Reality replaces virtual reality

What was supposed to be a cinema and media studies course to create virtual reality films on the Philadelphia Museum of Art collections became individual films by the students about the realities and connections to the pieces they researched.

students in the vr class presenting their work
In a course about creating virtual reality films, student teams, including this one focused on the French medieval cloister with elements from the Abbey of Saint-Genis-des-Fontaines housed at the Philadelphia Museum of Art (PMA), presented their project ideas to a group of PMA curators to get their feedback. (Pre-pandemic photo)

Instead of creating a virtual reality film about the Japanese teahouse in the Philadelphia Museum of Art (PMA) for her cinema and media studies class, Penn student Jean Chapiro created a tea ceremony in her own house in Mexico City and a documentary film about what she was experiencing during the pandemic.

“My project was born out of the need to meet the requirements of the course, but also the need to communicate what I was experiencing,” says Chapiro, now a rising senior in the College of Arts & Sciences. “It was the perfect vehicle to express myself.”

peter decherney wearing vr goggles
Professor Peter Decherney in a VR headset (left) with H. Kristina Haughland, the Philadelphia Museum of Art’s curator of costume and textiles, who worked with one of the student teams throughout the semester.

What was supposed to be a course to create virtual reality films centered on objects in the PMA became individual films by the students about their personal realities, and connections to the pieces they researched.

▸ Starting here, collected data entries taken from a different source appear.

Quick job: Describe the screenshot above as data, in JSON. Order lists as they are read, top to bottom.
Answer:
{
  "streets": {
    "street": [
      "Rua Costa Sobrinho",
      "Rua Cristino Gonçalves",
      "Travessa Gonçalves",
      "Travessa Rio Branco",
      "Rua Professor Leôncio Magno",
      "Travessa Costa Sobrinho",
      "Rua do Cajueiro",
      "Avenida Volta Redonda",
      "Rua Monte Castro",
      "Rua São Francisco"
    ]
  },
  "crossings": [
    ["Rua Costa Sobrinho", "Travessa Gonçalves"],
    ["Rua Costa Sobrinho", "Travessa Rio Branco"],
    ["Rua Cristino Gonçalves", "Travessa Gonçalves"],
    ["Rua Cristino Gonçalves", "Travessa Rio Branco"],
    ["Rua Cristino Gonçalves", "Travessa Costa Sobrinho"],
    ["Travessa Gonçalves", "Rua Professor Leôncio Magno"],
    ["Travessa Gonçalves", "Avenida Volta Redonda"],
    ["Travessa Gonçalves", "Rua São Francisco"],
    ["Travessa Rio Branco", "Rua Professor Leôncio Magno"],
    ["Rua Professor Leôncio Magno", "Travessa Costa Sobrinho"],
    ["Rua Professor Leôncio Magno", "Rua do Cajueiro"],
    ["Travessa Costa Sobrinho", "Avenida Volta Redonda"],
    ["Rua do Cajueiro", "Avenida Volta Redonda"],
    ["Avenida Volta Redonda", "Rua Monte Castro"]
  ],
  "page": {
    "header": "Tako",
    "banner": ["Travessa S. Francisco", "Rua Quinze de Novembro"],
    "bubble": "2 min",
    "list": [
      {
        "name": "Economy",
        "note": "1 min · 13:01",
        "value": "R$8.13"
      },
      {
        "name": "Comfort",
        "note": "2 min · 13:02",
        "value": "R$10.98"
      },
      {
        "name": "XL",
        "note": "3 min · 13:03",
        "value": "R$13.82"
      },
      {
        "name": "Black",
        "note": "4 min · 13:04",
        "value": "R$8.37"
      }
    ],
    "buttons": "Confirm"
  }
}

“This was a hands-on, collaborative, object-based course in which students traveled to the Philadelphia Museum of Art to work with curators and the Museum’s collection to make virtual reality films. When Penn moved to remote learning, we realized that none of those elements of the course could go online,” says Professor Peter Decherney, an English professor and director of the Cinema & Media Studies Program. “We were the one course to go from virtual to real.”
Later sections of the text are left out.